(Beginning of Material to process)
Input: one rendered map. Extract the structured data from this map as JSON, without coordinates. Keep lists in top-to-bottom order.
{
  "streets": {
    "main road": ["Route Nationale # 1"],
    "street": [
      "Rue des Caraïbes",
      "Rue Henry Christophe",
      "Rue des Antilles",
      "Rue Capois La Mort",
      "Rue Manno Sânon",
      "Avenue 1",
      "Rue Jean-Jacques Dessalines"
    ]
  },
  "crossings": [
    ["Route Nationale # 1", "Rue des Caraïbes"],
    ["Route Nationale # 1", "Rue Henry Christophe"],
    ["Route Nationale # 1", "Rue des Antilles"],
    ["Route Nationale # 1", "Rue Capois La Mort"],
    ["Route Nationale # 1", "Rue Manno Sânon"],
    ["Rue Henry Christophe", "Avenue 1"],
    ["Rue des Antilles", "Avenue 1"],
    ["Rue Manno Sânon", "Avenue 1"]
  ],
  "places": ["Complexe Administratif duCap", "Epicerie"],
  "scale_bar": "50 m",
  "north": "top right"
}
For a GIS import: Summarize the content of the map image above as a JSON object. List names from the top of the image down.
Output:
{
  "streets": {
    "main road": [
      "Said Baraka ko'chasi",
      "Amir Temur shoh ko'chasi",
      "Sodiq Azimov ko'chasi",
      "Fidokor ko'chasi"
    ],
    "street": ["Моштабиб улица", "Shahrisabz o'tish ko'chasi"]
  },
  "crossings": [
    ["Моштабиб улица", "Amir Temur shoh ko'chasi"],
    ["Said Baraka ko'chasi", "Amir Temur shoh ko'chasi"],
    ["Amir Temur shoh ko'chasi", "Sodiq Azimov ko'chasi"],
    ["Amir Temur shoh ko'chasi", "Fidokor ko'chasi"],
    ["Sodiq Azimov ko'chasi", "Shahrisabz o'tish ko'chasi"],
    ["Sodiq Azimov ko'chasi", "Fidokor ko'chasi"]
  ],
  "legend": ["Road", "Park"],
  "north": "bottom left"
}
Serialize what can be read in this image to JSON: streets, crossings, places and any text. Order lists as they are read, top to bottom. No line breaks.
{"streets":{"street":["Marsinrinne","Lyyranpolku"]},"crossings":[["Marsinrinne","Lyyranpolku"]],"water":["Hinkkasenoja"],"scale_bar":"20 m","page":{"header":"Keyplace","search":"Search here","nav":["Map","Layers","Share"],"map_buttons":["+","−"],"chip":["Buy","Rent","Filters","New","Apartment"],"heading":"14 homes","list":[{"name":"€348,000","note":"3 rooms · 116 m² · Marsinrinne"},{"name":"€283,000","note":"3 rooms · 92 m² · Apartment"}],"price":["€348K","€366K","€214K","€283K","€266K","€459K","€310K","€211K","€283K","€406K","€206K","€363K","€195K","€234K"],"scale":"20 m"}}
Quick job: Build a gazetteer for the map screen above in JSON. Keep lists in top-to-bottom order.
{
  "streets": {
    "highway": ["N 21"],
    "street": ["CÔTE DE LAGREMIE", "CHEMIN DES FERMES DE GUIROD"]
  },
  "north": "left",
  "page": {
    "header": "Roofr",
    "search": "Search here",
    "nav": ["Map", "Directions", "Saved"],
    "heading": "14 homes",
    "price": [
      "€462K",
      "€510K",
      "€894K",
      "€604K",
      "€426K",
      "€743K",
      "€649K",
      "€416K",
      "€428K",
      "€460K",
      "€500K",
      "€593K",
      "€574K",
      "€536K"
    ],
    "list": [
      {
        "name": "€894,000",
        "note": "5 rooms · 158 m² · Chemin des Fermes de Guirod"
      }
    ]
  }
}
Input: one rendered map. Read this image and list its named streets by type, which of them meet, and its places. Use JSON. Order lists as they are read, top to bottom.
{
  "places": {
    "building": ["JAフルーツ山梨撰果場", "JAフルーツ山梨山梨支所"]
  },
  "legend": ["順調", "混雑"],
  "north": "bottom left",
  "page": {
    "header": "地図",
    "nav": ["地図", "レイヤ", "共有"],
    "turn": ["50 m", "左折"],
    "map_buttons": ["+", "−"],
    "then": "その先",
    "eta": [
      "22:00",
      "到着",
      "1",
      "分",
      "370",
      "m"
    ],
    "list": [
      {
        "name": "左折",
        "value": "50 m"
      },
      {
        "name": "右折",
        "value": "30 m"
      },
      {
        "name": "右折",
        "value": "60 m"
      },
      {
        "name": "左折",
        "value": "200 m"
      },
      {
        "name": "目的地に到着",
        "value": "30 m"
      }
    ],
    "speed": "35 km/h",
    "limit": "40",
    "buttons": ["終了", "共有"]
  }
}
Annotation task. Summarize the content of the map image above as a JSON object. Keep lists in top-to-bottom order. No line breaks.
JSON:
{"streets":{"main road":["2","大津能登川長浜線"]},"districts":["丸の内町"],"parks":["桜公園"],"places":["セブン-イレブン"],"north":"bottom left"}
(End of Material to process)
**Work request:**
Every entry above should be duplicated exactly.

**Your solution:**
Input: one rendered map. Extract the structured data from this map as JSON, without coordinates. Keep lists in top-to-bottom order.
{
  "streets": {
    "main road": ["Route Nationale # 1"],
    "street": [
      "Rue des Caraïbes",
      "Rue Henry Christophe",
      "Rue des Antilles",
      "Rue Capois La Mort",
      "Rue Manno Sânon",
      "Avenue 1",
      "Rue Jean-Jacques Dessalines"
    ]
  },
  "crossings": [
    ["Route Nationale # 1", "Rue des Caraïbes"],
    ["Route Nationale # 1", "Rue Henry Christophe"],
    ["Route Nationale # 1", "Rue des Antilles"],
    ["Route Nationale # 1", "Rue Capois La Mort"],
    ["Route Nationale # 1", "Rue Manno Sânon"],
    ["Rue Henry Christophe", "Avenue 1"],
    ["Rue des Antilles", "Avenue 1"],
    ["Rue Manno Sânon", "Avenue 1"]
  ],
  "places": ["Complexe Administratif duCap", "Epicerie"],
  "scale_bar": "50 m",
  "north": "top right"
}
For a GIS import: Summarize the content of the map image above as a JSON object. List names from the top of the image down.
Output:
{
  "streets": {
    "main road": [
      "Said Baraka ko'chasi",
      "Amir Temur shoh ko'chasi",
      "Sodiq Azimov ko'chasi",
      "Fidokor ko'chasi"
    ],
    "street": ["Моштабиб улица", "Shahrisabz o'tish ko'chasi"]
  },
  "crossings": [
    ["Моштабиб улица", "Amir Temur shoh ko'chasi"],
    ["Said Baraka ko'chasi", "Amir Temur shoh ko'chasi"],
    ["Amir Temur shoh ko'chasi", "Sodiq Azimov ko'chasi"],
    ["Amir Temur shoh ko'chasi", "Fidokor ko'chasi"],
    ["Sodiq Azimov ko'chasi", "Shahrisabz o'tish ko'chasi"],
    ["Sodiq Azimov ko'chasi", "Fidokor ko'chasi"]
  ],
  "legend": ["Road", "Park"],
  "north": "bottom left"
}
Serialize what can be read in this image to JSON: streets, crossings, places and any text. Order lists as they are read, top to bottom. No line breaks.
{"streets":{"street":["Marsinrinne","Lyyranpolku"]},"crossings":[["Marsinrinne","Lyyranpolku"]],"water":["Hinkkasenoja"],"scale_bar":"20 m","page":{"header":"Keyplace","search":"Search here","nav":["Map","Layers","Share"],"map_buttons":["+","−"],"chip":["Buy","Rent","Filters","New","Apartment"],"heading":"14 homes","list":[{"name":"€348,000","note":"3 rooms · 116 m² · Marsinrinne"},{"name":"€283,000","note":"3 rooms · 92 m² · Apartment"}],"price":["€348K","€366K","€214K","€283K","€266K","€459K","€310K","€211K","€283K","€406K","€206K","€363K","€195K","€234K"],"scale":"20 m"}}
Quick job: Build a gazetteer for the map screen above in JSON. Keep lists in top-to-bottom order.
{
  "streets": {
    "highway": ["N 21"],
    "street": ["CÔTE DE LAGREMIE", "CHEMIN DES FERMES DE GUIROD"]
  },
  "north": "left",
  "page": {
    "header": "Roofr",
    "search": "Search here",
    "nav": ["Map", "Directions", "Saved"],
    "heading": "14 homes",
    "price": [
      "€462K",
      "€510K",
      "€894K",
      "€604K",
      "€426K",
      "€743K",
      "€649K",
      "€416K",
      "€428K",
      "€460K",
      "€500K",
      "€593K",
      "€574K",
      "€536K"
    ],
    "list": [
      {
        "name": "€894,000",
        "note": "5 rooms · 158 m² · Chemin des Fermes de Guirod"
      }
    ]
  }
}
Input: one rendered map. Read this image and list its named streets by type, which of them meet, and its places. Use JSON. Order lists as they are read, top to bottom.
{
  "places": {
    "building": ["JAフルーツ山梨撰果場", "JAフルーツ山梨山梨支所"]
  },
  "legend": ["順調", "混雑"],
  "north": "bottom left",
  "page": {
    "header": "地図",
    "nav": ["地図", "レイヤ", "共有"],
    "turn": ["50 m", "左折"],
    "map_buttons": ["+", "−"],
    "then": "その先",
    "eta": [
      "22:00",
      "到着",
      "1",
      "分",
      "370",
      "m"
    ],
    "list": [
      {
        "name": "左折",
        "value": "50 m"
      },
      {
        "name": "右折",
        "value": "30 m"
      },
      {
        "name": "右折",
        "value": "60 m"
      },
      {
        "name": "左折",
        "value": "200 m"
      },
      {
        "name": "目的地に到着",
        "value": "30 m"
      }
    ],
    "speed": "35 km/h",
    "limit": "40",
    "buttons": ["終了", "共有"]
  }
}
Annotation task. Summarize the content of the map image above as a JSON object. Keep lists in top-to-bottom order. No line breaks.
JSON:
{"streets":{"main road":["2","大津能登川長浜線"]},"districts":["丸の内町"],"parks":["桜公園"],"places":["セブン-イレブン"],"north":"bottom left"}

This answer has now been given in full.